Après tout, la dernière décennie a vu les équipes de scénaristes se réduire, au nom de saisons de séries de plus en plus courtes commandées par les plateformes. Et de grands studios comme Disney licencient à tour de bras pour rassurer Wall Street. Les propos tenus lors de la conférence mondiale de l’Institut Milken cette semaine à Beverly Hills, ont nourri leurs inquiétudes.
«Dans les trois prochaines années, vous verrez un film écrit par l’IA, (...) un bon film», a ainsi lâché le producteur de cinéma Todd Lieberman. Au-delà des scénarios, l’IA pourrait être utilisée pour «le montage» ou le «story-board d’un film», a abondé le directeur de Fox Entertainment, Rob Wade. D’ici 10 ans, «l’IA sera capable de faire absolument toutes ces choses», a-t-il insisté.
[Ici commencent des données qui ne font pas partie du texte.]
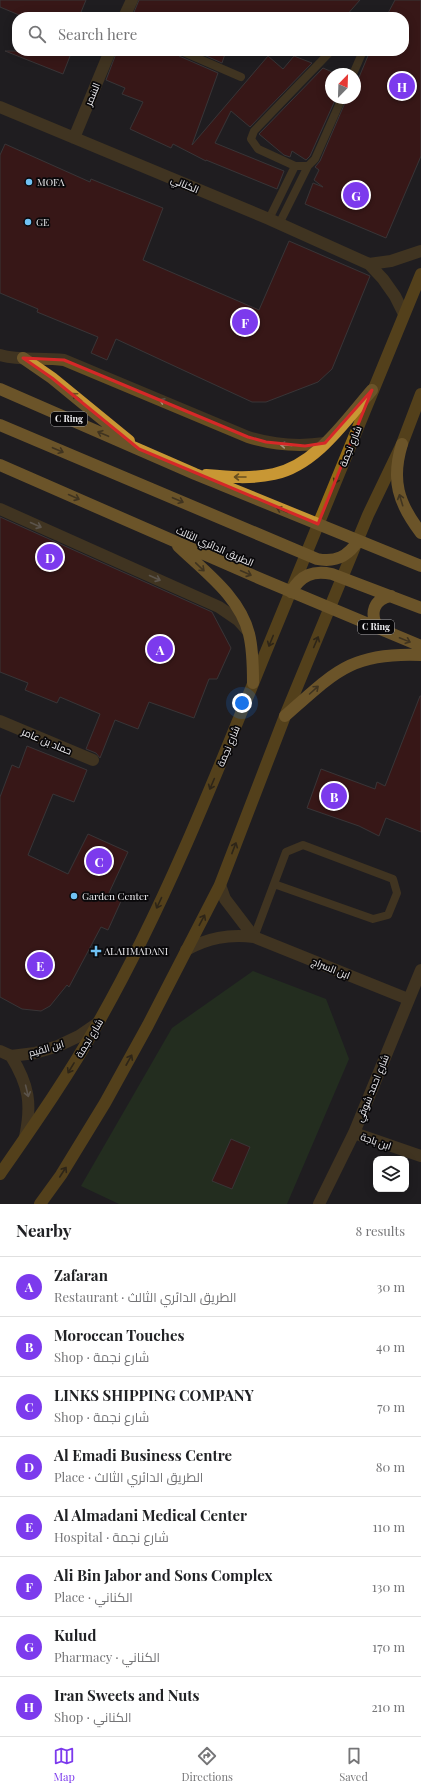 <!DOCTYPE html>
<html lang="en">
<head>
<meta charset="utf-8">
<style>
	:root { --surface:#fff; --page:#f6f6f6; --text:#202124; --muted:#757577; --line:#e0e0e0; --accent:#7c3aed }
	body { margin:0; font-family:"Playfair Display",Cairo,serif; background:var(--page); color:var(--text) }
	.controls { position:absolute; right:12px; bottom:12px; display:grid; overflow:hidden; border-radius:8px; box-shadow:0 2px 10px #0003 }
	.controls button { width:36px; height:36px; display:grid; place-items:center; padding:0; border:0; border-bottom:1px solid var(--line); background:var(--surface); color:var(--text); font:20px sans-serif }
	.compass { position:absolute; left:325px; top:68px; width:36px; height:36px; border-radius:50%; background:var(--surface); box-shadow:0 2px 10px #0003; rotate:23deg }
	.you { position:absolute; left:242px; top:703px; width:14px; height:14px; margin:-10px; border:3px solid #fff; border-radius:50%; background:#1a73e8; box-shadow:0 0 0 6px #1a73e833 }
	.badge { display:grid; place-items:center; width:26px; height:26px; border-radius:50%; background:var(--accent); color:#fff; font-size:13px; font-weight:700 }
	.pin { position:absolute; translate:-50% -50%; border:2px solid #fff; box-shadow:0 1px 4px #0006 }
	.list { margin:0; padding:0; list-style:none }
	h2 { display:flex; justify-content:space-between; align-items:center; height:52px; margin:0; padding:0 16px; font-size:17px }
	h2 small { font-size:13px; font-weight:400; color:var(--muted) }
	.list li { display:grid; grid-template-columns:26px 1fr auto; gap:12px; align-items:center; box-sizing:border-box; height:60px; padding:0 16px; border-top:1px solid var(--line) }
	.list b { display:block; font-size:15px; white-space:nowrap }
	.list p { margin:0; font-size:13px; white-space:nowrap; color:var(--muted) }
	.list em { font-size:13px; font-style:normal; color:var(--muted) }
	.icon { flex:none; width:22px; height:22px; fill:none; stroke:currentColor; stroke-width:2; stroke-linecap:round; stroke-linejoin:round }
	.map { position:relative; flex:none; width:421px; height:1204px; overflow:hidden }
	.search { position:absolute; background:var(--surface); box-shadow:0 2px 10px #0003; left:12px; right:12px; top:12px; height:44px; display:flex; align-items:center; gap:10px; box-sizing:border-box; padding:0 14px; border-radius:16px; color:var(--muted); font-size:15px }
	.sheet { height:532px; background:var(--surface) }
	nav { display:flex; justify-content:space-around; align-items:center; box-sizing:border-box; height:56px; border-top:1px solid var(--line); background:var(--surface); font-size:11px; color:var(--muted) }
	nav a { display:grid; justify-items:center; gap:2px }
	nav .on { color:var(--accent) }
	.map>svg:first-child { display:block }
	.green { fill:#28421d }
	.building { fill:#54110d; stroke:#585251 }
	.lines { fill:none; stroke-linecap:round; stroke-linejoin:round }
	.lane { stroke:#685022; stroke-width:8 }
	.street { stroke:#685022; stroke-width:12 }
	.secondary { stroke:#936b15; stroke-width:12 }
	.highway { stroke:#c89734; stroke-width:12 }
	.oneway { stroke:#68501f }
	.oneway2 { stroke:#a4967e }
	.oneway3 { stroke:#40300e }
	.marked { fill:none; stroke:#d62828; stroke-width:3; stroke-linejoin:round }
	.poi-dot { fill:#70c2f4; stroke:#09080a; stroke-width:1.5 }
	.labels { text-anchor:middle; stroke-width:3.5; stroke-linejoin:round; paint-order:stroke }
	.shield { fill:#09080a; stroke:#a9a8aa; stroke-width:1 }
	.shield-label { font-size:9px; font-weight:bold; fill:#edecef }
	.street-label { font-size:10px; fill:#edecef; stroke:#09080a }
	.poi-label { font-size:10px; fill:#edecef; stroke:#09080a; text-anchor:start }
</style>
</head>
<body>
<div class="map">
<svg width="421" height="1204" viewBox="0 0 421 1204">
	<rect width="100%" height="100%" fill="#1f1d21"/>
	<path class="green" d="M253 971 326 999 349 1059 287 1204H119L81 1186 172 1028Z"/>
	<path class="building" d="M0 0H86L79 17H24L0 7Z
		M139 0H360L345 17H132Z
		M395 0H421V156L386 238 305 204 313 183 323 187 314 180 319 170 315 167 320 161 347 98H355V82H357L370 51H404V17H386Z
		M5 51H72L63 74Z
		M117 51H176L179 56 218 73 192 145 268 56 283 69 294 56 312 63 250 127 231 111 215 143 284 171 277 189 206 160V161L173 144 171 148 130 129 143 102 122 94 125 88 106 80Z
		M195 51H226L222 63Z
		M323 68 337 74H331V98H336L310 156 306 160 292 151 290 157 284 155 259 134Z
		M5 144 90 182 91 179 163 208 143 260 259 310 289 241 370 276 332 369 318 382 266 402H252L116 339 107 360 91 353 98 337 37 312 38 309 0 293V155Z
		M0 517 212 612 231 648 217 679H209L194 718 149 702 138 729 115 720 100 758 96 753 86 749 100 714 60 697 57 703 25 690 28 683 0 672Z
		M420 696H421V832L386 818 379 836 359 826 307 808 321 769 375 789 377 782 385 786Z
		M27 746 87 770 74 802 53 794 28 855 68 874 88 834 128 852 109 893 122 899 108 930 101 927 69 987 67 985 50 1006 41 1011 22 1009 0 997V797L12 765 19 768Z
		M231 1139 250 1147 232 1189 212 1181Z"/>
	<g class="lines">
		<path class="lane" d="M181 51 241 77
			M331 51 254 131 251 139 258 149 295 166H308L315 159 342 98
			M353 74 363 51
			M269 219 295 166
			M279 224 308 166
			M254 937 286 852 303 845 393 879 397 893 388 915 373 919 274 884"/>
		<path class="street" d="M124 17 132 0
			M0 107 269 219 369 264 383 279 395 296 404 314
			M74 138 110 51
			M369 264 391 261 421 251
			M0 355C19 361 43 357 64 360L248 437C274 445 298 447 325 443
			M0 509 219 607 238 620 247 630
			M0 721 93 760
			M220 885 225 899 254 937
			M186 950C208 938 228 934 254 937L408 999
			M0 1051 11 1056 35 1053 58 1046 79 1036 98 1023
			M11 1056C29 1085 32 1104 25 1137
			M354 1133 421 1156
			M319 1204 354 1133 421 970"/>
		<path class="secondary" d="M0 1174C34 1125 69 1075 98 1023 164 907 215 778 265 654 317 527 369 400 421 274
			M40 1204 61 1175 105 1103 148 1025 220 885 285 716 368 515 402 444 421 394"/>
		<path class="highway" d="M23 358 52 378 129 441
			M0 389 195 474 421 566
			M0 425 317 559C336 563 348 556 358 541
			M402 444C391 480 398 503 421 533
			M0 465 261 579 421 646
			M206 475C228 477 252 479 274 474 316 465 345 421 372 390
			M178 546C205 572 240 597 249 634 253 650 253 667 253 683
			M291 592C301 575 313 570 332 574L421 608
			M378 628C369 613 374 599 391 596
			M285 716C335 672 351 652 421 655"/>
	</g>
	<defs><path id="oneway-shaft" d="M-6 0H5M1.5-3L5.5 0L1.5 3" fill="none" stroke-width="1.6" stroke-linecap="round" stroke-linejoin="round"/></defs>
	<g class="oneway">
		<use href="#oneway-shaft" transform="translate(77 397) rotate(-141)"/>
		<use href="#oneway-shaft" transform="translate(103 434) rotate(-157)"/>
		<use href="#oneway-shaft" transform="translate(58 450) rotate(23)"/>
		<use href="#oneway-shaft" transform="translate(240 477) rotate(-180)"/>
		<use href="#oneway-shaft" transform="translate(74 497) rotate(24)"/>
		<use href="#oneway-shaft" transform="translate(178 500) rotate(23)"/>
		<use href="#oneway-shaft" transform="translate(401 500) rotate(-107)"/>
		<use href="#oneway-shaft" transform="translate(282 510) rotate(-157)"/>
		<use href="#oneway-shaft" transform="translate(200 567) rotate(44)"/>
		<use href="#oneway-shaft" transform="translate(246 573) rotate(24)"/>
		<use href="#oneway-shaft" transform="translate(405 640) rotate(22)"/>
		<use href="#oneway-shaft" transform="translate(314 690) rotate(-42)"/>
	</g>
	<g class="oneway2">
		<use href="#oneway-shaft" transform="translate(165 402) rotate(-157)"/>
		<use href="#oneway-shaft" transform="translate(286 445) rotate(-176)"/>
		<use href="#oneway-shaft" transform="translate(36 525) rotate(24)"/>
		<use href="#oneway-shaft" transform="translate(155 578) rotate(24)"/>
		<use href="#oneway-shaft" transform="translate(27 1091) rotate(76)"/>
	</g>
	<g class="oneway3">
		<use href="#oneway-shaft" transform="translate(337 478) rotate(112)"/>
		<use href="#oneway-shaft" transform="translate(271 641) rotate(112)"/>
		<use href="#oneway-shaft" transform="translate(316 642) rotate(-67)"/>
		<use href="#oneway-shaft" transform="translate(212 784) rotate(113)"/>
		<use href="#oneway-shaft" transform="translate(234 848) rotate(-69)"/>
		<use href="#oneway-shaft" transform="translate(159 903) rotate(115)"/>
		<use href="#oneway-shaft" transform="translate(202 920) rotate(-62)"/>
		<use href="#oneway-shaft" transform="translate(129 1060) rotate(-61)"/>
		<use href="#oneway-shaft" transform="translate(71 1068) rotate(121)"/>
		<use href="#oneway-shaft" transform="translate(63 1172) rotate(-57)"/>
	</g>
	<path d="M0 0H421V1204H0ZM23 358 64 360 248 437 266 442 305 446 325 443 372 390 318 524 139 449 52 378Z" fill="#1f1d21" fill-opacity=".55" fill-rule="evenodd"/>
	<path class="marked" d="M23 358 64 360 248 437 266 442 305 446 325 443 372 390 318 524 139 449 52 378Z"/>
	<g class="poi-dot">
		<circle cx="29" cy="182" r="4"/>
		<circle cx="28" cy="222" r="4"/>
		<circle cx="74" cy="896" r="4"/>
		<path d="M94 945h4v4h4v4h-4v4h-4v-4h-4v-4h4z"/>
	</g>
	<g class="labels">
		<g class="shield">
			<rect x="51" y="412" width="36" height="14" rx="3"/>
			<rect x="358" y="620" width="36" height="14" rx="3"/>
		</g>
		<g class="shield-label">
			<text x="69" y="422">C Ring</text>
			<text x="376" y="630">C Ring</text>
		</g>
		<g class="street-label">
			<text transform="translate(92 94) rotate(-68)" y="4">السَمر</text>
			<text transform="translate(185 184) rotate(23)" y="4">الكناني</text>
			<text transform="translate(350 446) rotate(-68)" y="4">شارع نجمة</text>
			<text transform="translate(215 546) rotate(24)" y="4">الطريق الدائري الثالث</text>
			<text transform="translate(47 741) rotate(23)" y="4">حماد بن عامر</text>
			<text transform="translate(228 746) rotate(-67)" y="4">شارع نجمة</text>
			<text transform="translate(331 968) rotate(22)" y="4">ابن السراج</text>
			<text transform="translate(89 1038) rotate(-59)" y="4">شارع نجمة</text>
			<text transform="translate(46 1048) rotate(-16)" y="4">ابن القيم</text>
			<text transform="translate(372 1088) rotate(-68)" y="4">شارع احمد شوقي</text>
			<text transform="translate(376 1141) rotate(19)" y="4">ابن باجة</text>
		</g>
		<g class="poi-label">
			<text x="37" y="186">MOFA</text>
			<text x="36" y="226">GE</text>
			<text x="82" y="900">Garden Center</text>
			<text x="104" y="955">ALAHMADANI</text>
		</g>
	</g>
</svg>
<div class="controls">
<button><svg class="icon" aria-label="layers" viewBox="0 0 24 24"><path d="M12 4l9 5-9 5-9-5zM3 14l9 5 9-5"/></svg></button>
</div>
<svg class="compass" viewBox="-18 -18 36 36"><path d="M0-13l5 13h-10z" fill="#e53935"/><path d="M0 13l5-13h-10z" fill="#757577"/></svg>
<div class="you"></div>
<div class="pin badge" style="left:160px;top:649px">A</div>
<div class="pin badge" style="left:334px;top:796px">B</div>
<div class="pin badge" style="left:99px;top:861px">C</div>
<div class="pin badge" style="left:50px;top:557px">D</div>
<div class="pin badge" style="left:40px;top:965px">E</div>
<div class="pin badge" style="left:245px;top:322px">F</div>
<div class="pin badge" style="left:356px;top:195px">G</div>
<div class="pin badge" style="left:402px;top:86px">H</div>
<div class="search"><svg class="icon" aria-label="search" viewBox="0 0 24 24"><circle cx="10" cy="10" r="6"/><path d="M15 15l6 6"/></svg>Search here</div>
</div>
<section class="sheet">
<h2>Nearby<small>8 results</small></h2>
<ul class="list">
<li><span class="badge">A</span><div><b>Zafaran</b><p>Restaurant · الطريق الدائري الثالث</p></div><em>30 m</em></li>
<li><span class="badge">B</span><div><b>Moroccan Touches</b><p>Shop · شارع نجمة</p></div><em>40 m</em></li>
<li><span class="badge">C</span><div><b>LINKS SHIPPING COMPANY</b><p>Shop · شارع نجمة</p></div><em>70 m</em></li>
<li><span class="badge">D</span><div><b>Al Emadi Business Centre</b><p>Place · الطريق الدائري الثالث</p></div><em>80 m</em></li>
<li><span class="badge">E</span><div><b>Al Almadani Medical Center</b><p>Hospital · شارع نجمة</p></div><em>110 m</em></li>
<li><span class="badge">F</span><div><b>Ali Bin Jabor and Sons Complex</b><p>Place · الكناني</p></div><em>130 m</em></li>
<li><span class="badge">G</span><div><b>Kulud</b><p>Pharmacy · الكناني</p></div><em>170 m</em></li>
<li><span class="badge">H</span><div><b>Iran Sweets and Nuts</b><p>Shop · الكناني</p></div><em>210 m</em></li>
</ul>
</section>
<nav>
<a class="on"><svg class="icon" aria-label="map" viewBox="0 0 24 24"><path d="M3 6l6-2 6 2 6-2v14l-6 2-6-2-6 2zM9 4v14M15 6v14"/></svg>Map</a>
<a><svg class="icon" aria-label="directions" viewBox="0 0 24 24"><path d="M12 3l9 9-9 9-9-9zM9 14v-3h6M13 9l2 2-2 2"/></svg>Directions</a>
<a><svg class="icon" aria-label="saved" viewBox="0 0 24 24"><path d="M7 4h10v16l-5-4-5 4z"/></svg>Saved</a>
</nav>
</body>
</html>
Les studios assurent également que la WGA n’est pas aussi remontée contre l’IA qu’elle le prétend. Selon une note d’information transmise à l’AFP, le syndicat a expliqué lors des négociations que les scénaristes ne souhaitent pas interdire l’IA, et semblent heureux de l’utiliser «dans le cadre de leur processus créatif», tant que cela n’affecte pas leur rémunération. Cette hypothèse «nécessite beaucoup plus de discussions», ont précisé les studios, selon cette note.
Garde-fous
Pour Leila Cohan, plume de la série à succès Bridgerton, la seule utilité d’une IA pourrait être de l’affecter à des «tâches fastidieuses» ou aléatoires, comme suggérer des noms de personnages. Cette scénariste de 39 ans craint toutefois que les studios soient tentés de réaliser des premiers jets de scripts «incroyablement mauvais avec l’IA et à engager ensuite des scénaristes pour les réécrire». «C’est très bien vu que nous nous attaquions à ce problème maintenant», juge-t-elle. Car les leçons de la dernière grève des scénaristes, il y a 15 ans, sont encore dans toutes les têtes.
A l’époque, Netflix en était encore à ses balbutiements, et la WGA avait obtenu des droits d’auteur pour la rediffusion en streaming, aujourd’hui jugés beaucoup trop faibles. L’écrivain de science-fiction Ben Ripley estime également «tout à fait nécessaire» de légiférer aujourd’hui «pour mettre en place des garde-fous» concernant l’IA. Même si elle n’a selon lui rien à faire dans le processus créatif. Les écrivains «doivent être originaux», rappelle-t-il. Or, «L’intelligence artificielle, c’est l’antithèse de l’originalité.»